## SOURCE DATA

========

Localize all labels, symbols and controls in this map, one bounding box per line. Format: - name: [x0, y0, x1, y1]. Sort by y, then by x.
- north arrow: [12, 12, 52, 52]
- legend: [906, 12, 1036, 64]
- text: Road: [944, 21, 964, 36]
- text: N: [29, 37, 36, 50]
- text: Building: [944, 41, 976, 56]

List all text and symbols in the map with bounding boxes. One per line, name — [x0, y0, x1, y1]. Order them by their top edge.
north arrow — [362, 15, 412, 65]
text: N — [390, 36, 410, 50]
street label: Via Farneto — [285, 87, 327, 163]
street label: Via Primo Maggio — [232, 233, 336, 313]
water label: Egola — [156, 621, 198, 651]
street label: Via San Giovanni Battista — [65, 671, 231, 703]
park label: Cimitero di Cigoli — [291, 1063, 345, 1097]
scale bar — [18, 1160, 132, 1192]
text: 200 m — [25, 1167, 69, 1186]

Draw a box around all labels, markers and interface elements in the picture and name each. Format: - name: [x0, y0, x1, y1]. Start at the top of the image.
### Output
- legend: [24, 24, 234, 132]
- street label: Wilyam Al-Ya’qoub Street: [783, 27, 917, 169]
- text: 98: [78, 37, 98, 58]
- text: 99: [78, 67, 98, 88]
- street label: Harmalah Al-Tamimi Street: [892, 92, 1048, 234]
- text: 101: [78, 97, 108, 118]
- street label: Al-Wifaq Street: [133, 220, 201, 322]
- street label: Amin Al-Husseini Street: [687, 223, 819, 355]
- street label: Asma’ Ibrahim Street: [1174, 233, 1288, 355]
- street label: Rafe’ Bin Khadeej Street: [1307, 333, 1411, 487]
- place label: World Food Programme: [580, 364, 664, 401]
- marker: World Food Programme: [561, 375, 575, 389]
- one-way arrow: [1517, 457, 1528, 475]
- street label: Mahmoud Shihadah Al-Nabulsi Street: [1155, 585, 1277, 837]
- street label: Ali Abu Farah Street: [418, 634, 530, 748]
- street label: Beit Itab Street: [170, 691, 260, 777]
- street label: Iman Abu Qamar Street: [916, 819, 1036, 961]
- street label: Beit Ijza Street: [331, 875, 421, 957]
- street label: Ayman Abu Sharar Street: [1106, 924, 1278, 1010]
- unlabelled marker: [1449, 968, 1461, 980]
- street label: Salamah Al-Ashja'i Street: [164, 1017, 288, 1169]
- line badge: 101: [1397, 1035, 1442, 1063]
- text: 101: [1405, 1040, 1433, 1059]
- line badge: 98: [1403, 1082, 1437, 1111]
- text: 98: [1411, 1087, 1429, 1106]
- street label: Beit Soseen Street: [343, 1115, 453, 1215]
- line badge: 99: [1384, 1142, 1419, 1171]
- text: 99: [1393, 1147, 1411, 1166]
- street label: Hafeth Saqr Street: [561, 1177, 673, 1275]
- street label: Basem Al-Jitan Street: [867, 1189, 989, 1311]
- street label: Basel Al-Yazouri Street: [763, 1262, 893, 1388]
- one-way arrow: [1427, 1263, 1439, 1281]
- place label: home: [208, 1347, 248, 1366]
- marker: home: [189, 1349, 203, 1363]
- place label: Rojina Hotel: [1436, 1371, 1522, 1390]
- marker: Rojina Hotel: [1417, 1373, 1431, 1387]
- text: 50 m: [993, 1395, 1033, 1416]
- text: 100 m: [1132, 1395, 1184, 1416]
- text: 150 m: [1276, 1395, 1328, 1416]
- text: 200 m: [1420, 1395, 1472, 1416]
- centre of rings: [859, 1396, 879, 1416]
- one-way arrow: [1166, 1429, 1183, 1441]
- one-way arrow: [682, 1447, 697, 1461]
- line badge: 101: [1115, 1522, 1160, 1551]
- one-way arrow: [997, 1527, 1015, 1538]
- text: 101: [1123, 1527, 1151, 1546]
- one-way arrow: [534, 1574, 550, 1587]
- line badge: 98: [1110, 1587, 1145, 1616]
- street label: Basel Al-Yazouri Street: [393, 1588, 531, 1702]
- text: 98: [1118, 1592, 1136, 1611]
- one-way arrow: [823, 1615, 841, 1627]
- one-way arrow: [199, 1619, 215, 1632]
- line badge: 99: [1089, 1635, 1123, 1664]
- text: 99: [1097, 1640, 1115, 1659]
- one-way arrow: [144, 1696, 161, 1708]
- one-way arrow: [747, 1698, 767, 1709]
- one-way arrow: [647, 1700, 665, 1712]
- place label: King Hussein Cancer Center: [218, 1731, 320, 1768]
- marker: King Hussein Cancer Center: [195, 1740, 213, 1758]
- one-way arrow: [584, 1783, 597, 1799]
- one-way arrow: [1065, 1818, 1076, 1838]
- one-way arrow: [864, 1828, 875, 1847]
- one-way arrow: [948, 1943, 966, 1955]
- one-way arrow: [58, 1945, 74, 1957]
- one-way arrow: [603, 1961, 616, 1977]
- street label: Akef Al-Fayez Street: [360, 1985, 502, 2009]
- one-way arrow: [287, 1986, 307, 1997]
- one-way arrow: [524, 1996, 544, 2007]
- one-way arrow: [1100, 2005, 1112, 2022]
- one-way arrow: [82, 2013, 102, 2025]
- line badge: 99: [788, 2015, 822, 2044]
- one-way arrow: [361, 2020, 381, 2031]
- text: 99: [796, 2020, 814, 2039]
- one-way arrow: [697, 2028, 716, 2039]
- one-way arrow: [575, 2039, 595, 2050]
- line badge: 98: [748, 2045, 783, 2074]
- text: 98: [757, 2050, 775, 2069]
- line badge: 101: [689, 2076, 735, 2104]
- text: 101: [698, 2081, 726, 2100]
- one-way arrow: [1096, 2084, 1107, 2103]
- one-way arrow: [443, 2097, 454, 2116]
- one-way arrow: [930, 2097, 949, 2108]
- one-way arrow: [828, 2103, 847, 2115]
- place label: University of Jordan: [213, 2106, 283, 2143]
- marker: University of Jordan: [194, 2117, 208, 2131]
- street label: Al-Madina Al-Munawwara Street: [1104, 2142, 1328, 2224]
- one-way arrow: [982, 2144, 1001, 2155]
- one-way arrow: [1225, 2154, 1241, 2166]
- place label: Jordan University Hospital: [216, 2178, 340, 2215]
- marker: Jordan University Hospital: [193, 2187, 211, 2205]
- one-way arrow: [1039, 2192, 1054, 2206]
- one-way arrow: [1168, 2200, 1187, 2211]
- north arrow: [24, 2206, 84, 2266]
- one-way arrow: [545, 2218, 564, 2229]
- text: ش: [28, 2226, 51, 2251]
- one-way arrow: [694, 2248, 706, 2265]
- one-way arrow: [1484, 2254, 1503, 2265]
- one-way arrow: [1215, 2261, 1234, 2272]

========

## TO DO
Which lines of the listing contain the string "home"? Copy each of them.

## RESULT OF THE TASK
- place label: home: [208, 1347, 248, 1366]
- marker: home: [189, 1349, 203, 1363]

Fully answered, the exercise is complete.